Fragmentation is of two types: internal and external. In general, internal fragmentation results from only partially filling a reserved piece of space, while external fragmentation refers to the unallocated space left between portions of allocated space, particularly when this space is not useful, for example because it's too small. Defragmentation utilities can only get rid of external fragmentation. Internal fragmentation is generally identified and removed by data compression utilities.


Examples

On a hard drive, files always start at the beginning of a sector. Any space left over between the last byte of the file and the first byte of the next sector is internal fragmentation. Operating systems also try to use consecutive sectors for the contents of each file, because it's faster to read a file when all of its sectors are consecutive than when they are scattered all over the disk. Sectors between files, which contain no useful data, are external fragmentation.

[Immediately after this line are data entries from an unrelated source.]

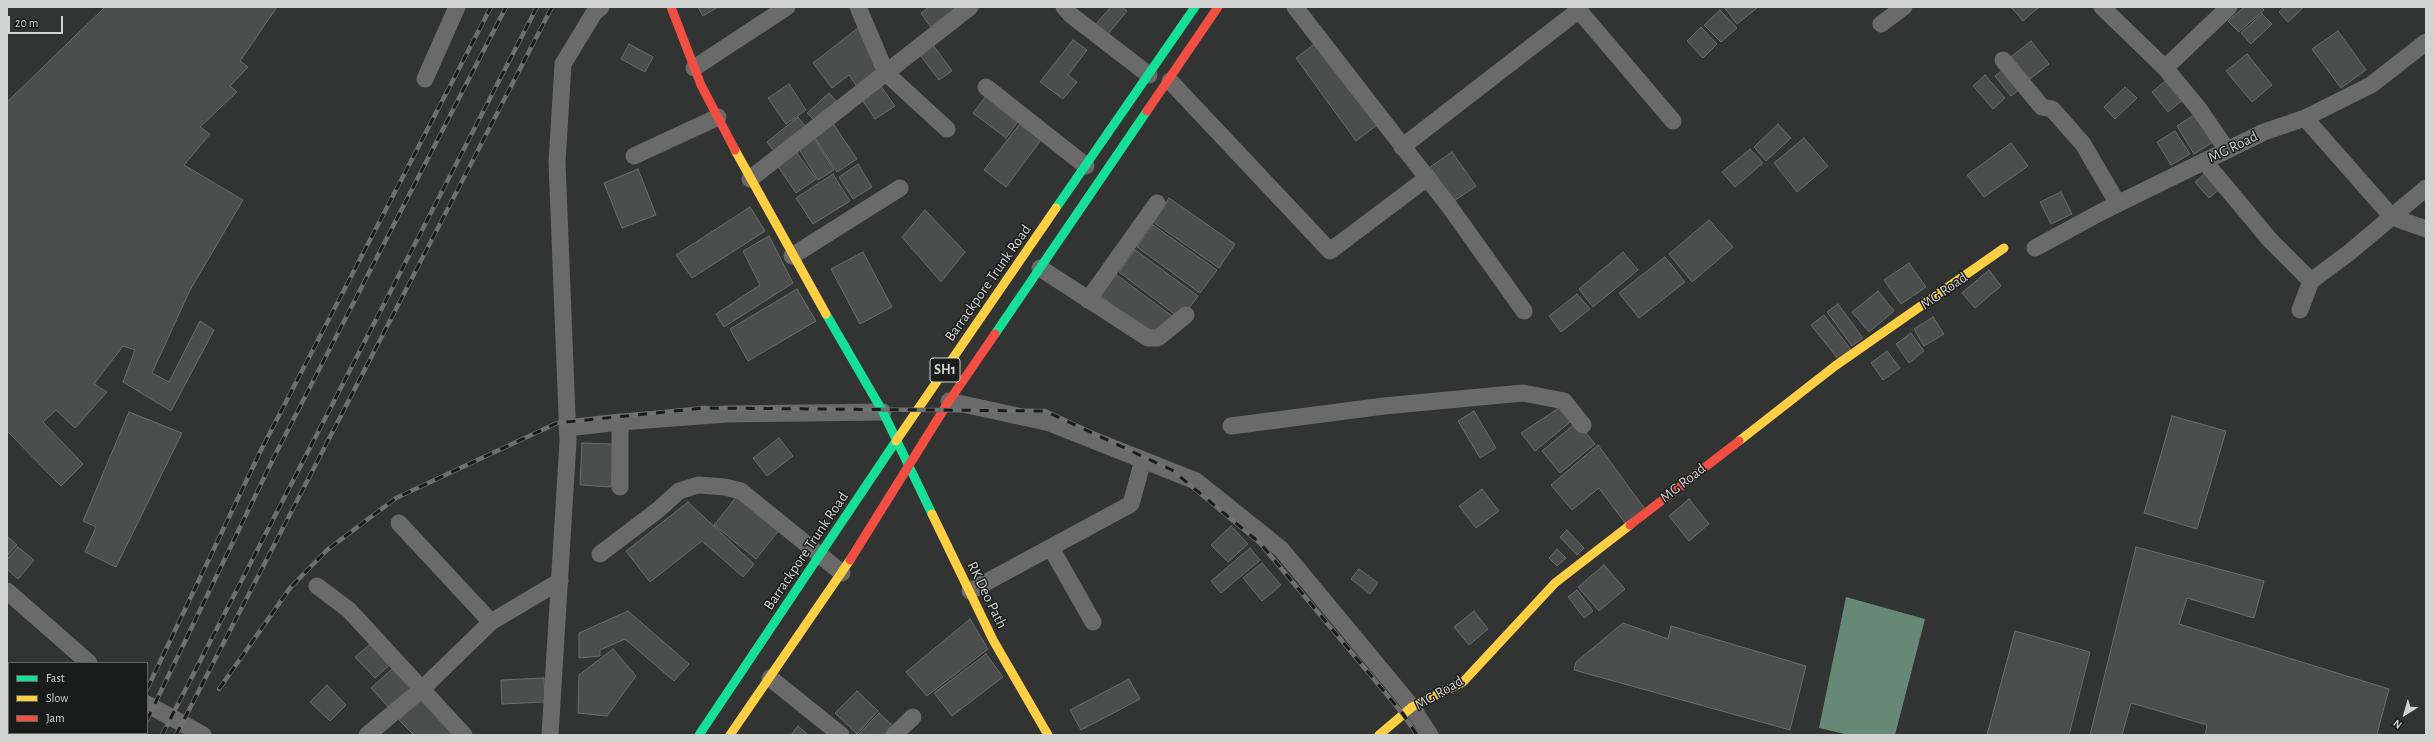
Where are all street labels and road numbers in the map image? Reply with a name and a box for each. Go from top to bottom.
street label: MG Road [2205,127,2261,167]
street label: Barrackpore Trunk Road [941,221,1035,345]
street label: MG Road [1917,268,1971,314]
road number: SH1 [930,358,960,382]
street label: MG Road [1657,460,1709,506]
street label: Barrackpore Trunk Road [760,489,852,613]
street label: RK Deo Path [963,559,1011,631]
street label: MG Road [1411,672,1467,714]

Letters are often stored in 8-bit bytes, even though in many character strings the 8th bit of each byte is always zero. The "wasted" bits are internal fragmentation.

In dynamic memory allocation, when a program requests a block of memory that is bigger than any available space, it is denied the request, even though more than enough space may be available in total. The program has fallen victim to external fragmentation. Similarly, a program which allocates a single byte is often allocated many more bytes, to use for metadata and alignment. In this case, the extra space is internal fragmentation.